Re: 2.4.19pre1aa1

From: Andrea Arcangeli (andrea@suse.de)
Date: Mon Mar 04 2002 - 18:01:02 EST


On Mon, Mar 04, 2002 at 06:36:47PM -0300, Rik van Riel wrote:
> On Mon, 4 Mar 2002, Andrea Arcangeli wrote:
>
> > > 2) We can do local per-node scanning - no need to bounce
> > > information to and fro across the interconnect just to see what's
> > > worth swapping out.
> >
> > the lru lists are global at the moment, so for the normal swapout
> > activitiy rmap won't allow you to do what you mention above
>
> Actually, the lru lists are per zone and have been for a while.

They're not in my tree and for very good reasons, Ben did such mistake
the first time at some point during 2.3. You've a big downside with the
per-zone information, all normal machines (like with 64M of ram or 2G of
ram) where theorical O(N) complexity is perfectly fine for lowmem
dma/normal allocations, will get hurted very much by the per-node lrus.
You're the one saying that the system load is very low and that it's
better to do more accurate page replacement decisions.

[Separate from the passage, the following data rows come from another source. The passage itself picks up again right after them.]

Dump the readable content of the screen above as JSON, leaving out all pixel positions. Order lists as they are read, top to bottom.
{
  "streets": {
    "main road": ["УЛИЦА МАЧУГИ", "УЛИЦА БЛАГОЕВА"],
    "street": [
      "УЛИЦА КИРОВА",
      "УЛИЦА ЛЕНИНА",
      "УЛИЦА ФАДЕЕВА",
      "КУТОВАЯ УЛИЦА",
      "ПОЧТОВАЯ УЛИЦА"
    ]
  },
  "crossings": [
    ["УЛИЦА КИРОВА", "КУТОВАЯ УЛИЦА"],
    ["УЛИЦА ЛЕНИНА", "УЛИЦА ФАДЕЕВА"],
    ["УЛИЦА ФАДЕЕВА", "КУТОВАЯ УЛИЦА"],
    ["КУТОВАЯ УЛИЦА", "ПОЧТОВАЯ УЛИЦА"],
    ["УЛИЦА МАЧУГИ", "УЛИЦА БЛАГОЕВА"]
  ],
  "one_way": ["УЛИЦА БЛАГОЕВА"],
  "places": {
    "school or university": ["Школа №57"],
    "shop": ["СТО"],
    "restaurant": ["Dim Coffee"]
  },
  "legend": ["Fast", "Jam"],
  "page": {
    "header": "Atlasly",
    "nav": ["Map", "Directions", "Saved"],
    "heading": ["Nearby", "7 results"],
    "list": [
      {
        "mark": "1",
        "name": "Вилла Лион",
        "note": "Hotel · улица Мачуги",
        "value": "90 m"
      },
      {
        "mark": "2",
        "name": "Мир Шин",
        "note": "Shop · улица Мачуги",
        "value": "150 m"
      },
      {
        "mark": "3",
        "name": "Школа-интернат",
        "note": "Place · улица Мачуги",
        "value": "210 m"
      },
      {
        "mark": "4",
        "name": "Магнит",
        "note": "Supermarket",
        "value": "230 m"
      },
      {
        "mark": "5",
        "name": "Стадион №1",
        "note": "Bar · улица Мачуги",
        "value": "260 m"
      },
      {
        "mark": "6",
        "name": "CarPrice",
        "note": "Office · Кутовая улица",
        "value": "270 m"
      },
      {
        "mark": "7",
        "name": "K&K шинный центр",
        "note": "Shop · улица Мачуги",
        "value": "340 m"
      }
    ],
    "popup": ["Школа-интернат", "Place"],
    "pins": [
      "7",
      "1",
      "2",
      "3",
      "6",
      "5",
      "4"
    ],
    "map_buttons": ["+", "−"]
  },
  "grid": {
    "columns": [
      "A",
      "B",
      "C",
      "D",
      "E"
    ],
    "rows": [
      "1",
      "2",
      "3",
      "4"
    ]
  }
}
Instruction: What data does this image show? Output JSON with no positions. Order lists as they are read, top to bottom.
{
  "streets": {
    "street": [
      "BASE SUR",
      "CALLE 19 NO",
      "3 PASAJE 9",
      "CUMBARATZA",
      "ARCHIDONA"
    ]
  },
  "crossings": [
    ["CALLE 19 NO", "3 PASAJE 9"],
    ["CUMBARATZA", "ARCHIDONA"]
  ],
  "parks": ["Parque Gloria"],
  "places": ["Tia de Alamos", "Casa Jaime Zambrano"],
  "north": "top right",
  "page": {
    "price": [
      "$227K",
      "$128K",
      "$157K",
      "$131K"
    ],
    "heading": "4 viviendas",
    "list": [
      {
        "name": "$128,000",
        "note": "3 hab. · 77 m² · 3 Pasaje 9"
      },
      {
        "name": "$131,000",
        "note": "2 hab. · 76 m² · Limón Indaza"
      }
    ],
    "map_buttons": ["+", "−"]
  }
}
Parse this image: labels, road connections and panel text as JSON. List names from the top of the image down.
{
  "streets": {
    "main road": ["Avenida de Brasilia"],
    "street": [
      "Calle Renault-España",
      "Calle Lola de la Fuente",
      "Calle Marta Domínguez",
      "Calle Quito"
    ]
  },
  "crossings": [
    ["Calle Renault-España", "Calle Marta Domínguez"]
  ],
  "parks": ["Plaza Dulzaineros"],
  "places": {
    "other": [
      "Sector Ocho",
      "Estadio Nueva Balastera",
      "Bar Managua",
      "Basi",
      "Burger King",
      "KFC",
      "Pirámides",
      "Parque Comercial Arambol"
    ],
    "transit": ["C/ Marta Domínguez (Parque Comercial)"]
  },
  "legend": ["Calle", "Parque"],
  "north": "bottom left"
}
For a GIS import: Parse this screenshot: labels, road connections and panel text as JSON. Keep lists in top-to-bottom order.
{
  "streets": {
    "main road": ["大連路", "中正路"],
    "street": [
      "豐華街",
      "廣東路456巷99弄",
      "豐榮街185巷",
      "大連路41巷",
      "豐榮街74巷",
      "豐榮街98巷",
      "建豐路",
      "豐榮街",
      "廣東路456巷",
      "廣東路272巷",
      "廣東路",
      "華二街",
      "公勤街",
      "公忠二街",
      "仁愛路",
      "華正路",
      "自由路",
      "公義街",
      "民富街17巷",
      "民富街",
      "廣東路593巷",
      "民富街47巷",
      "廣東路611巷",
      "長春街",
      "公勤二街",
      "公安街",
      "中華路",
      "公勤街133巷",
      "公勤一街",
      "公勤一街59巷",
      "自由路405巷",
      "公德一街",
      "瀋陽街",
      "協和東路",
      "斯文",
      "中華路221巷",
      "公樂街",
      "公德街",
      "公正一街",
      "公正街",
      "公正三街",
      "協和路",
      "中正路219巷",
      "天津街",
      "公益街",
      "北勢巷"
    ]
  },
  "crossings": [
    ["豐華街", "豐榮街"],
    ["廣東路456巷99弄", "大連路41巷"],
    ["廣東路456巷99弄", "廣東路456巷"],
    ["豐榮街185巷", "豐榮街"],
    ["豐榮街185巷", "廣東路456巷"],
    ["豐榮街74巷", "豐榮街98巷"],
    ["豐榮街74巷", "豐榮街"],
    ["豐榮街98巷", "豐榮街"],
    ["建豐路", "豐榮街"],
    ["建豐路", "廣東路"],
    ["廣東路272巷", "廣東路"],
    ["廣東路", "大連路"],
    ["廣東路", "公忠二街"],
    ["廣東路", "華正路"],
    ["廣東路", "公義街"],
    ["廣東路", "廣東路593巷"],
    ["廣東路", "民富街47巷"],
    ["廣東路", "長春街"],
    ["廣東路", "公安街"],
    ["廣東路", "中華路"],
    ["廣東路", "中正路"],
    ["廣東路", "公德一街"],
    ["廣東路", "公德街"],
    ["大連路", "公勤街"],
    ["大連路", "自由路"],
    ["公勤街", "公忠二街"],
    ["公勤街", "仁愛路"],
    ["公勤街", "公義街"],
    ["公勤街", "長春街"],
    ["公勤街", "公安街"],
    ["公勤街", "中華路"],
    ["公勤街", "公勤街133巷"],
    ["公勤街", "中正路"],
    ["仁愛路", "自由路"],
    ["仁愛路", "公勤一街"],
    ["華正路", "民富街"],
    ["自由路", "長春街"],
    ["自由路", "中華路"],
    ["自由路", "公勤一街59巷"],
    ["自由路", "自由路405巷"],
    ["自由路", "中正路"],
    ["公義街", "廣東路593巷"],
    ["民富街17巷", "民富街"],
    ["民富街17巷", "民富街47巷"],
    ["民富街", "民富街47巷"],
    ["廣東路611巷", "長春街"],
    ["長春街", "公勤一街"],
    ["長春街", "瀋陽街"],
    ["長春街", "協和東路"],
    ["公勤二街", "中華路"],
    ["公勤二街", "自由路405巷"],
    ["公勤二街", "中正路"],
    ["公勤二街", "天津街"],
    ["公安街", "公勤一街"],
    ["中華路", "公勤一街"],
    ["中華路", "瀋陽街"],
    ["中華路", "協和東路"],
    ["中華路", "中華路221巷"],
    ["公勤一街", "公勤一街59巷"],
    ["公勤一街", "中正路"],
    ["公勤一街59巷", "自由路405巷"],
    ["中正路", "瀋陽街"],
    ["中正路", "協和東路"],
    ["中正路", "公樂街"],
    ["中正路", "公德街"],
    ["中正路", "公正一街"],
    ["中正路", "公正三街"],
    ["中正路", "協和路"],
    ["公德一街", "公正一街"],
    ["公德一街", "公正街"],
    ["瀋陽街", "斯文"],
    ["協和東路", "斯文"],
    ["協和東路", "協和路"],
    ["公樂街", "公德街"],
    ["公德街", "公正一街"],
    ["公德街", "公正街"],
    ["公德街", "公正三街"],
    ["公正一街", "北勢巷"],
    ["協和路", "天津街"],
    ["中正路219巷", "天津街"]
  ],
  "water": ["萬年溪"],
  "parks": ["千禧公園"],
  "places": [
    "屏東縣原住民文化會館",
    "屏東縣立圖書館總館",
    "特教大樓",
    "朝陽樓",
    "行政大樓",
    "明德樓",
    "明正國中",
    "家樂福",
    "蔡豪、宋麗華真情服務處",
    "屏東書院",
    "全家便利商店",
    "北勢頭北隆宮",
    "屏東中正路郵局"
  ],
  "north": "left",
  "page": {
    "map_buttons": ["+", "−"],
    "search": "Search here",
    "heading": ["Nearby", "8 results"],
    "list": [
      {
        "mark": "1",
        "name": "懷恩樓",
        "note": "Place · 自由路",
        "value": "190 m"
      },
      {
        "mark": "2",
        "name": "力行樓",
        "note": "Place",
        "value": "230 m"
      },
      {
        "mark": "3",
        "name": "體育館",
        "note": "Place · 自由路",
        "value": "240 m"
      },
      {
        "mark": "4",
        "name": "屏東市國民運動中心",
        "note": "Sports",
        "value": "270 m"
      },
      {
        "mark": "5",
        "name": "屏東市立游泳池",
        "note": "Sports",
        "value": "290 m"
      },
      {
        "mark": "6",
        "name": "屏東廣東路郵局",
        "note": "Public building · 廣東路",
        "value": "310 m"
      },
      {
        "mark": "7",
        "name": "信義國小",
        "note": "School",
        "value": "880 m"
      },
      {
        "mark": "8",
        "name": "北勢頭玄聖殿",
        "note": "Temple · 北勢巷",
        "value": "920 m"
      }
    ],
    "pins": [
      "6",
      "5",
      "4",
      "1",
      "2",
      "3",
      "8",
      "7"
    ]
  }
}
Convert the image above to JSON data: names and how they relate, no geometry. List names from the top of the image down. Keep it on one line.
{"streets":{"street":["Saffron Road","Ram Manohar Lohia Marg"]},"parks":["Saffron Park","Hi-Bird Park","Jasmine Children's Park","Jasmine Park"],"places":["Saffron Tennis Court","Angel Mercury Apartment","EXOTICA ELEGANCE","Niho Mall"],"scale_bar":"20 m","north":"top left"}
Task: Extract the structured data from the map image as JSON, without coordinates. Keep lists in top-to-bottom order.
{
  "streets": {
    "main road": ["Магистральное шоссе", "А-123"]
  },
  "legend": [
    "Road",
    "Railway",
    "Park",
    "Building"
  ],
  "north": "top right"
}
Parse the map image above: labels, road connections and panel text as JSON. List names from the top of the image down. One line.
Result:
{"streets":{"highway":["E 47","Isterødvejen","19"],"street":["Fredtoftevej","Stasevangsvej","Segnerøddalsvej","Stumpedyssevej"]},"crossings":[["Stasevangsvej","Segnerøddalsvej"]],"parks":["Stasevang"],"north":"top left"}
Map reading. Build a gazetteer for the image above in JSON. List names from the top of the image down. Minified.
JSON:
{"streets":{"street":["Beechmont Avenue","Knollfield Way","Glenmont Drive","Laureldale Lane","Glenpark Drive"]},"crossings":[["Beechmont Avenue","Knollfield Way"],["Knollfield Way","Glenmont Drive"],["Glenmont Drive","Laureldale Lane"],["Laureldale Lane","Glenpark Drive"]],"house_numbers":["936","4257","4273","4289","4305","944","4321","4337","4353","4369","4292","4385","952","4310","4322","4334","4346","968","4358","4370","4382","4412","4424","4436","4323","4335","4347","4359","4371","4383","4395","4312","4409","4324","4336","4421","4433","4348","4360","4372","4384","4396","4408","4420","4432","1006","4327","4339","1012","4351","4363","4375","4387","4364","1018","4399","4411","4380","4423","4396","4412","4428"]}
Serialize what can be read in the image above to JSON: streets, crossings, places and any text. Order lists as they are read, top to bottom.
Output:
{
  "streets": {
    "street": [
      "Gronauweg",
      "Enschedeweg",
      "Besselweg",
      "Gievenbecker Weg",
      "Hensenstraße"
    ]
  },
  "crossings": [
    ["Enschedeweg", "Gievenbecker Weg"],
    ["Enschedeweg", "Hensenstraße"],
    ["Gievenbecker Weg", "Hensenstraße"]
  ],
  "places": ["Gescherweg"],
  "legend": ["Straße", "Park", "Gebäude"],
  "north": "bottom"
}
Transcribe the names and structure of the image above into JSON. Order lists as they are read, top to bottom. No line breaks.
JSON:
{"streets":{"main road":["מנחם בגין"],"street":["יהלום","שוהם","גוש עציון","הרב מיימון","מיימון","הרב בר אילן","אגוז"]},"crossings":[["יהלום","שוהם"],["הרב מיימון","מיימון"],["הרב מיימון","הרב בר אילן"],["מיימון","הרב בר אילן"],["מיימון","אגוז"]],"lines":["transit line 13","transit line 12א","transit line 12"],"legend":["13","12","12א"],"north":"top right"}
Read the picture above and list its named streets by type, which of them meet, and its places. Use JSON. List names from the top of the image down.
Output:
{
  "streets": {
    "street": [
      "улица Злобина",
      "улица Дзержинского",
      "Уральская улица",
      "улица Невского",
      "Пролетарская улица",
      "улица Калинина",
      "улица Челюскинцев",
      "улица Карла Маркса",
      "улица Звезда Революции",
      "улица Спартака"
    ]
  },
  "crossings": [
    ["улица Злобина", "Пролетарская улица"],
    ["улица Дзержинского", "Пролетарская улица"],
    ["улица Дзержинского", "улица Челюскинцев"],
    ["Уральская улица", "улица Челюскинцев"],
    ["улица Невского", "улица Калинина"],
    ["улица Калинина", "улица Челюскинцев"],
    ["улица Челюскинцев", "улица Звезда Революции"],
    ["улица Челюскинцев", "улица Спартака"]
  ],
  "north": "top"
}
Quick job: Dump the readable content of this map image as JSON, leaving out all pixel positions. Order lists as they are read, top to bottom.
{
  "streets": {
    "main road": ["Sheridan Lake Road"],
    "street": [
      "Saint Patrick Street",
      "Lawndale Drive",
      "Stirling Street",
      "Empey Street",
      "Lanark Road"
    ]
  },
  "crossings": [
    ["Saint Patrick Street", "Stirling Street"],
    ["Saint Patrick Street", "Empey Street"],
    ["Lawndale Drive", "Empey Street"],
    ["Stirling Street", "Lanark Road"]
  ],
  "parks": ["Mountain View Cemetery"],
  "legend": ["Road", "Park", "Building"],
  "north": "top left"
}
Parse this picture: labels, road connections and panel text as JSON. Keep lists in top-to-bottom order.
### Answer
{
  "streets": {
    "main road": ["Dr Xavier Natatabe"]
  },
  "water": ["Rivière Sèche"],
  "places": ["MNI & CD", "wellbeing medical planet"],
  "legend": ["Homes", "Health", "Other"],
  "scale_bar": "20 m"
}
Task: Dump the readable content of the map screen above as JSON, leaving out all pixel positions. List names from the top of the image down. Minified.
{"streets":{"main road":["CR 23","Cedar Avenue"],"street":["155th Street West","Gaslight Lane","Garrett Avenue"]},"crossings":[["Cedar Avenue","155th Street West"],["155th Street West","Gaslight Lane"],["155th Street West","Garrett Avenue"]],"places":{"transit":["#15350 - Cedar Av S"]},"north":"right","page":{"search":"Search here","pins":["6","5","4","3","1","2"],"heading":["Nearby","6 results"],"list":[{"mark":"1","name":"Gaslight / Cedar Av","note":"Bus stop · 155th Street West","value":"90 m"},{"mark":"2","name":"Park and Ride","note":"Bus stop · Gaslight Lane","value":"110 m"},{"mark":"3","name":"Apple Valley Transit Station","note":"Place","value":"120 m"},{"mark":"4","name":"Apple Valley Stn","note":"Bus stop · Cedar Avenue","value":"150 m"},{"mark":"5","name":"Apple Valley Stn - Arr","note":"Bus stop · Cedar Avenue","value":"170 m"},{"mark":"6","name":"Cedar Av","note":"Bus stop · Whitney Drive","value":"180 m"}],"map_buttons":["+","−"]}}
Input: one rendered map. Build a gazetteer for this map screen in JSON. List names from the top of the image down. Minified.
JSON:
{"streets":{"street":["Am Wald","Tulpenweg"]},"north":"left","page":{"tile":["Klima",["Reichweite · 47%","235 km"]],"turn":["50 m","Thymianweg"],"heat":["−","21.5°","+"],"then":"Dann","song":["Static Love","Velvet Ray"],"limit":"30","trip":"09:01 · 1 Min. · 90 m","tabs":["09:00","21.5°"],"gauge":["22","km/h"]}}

I think they may be worthwhile on a hundred gigabyte machine only, but
the whole point is that in such a box you'll have only one zone anyways
and so per-zone in such case will match per-node :).

So I think they should be at least per-node in 2.5 to make 99% of
userbase happy. And again, it depends on what kind numa if they've to
be global or per-node, so it would be probably much better to have them
per-node or global depending on a compile-time configuration #define.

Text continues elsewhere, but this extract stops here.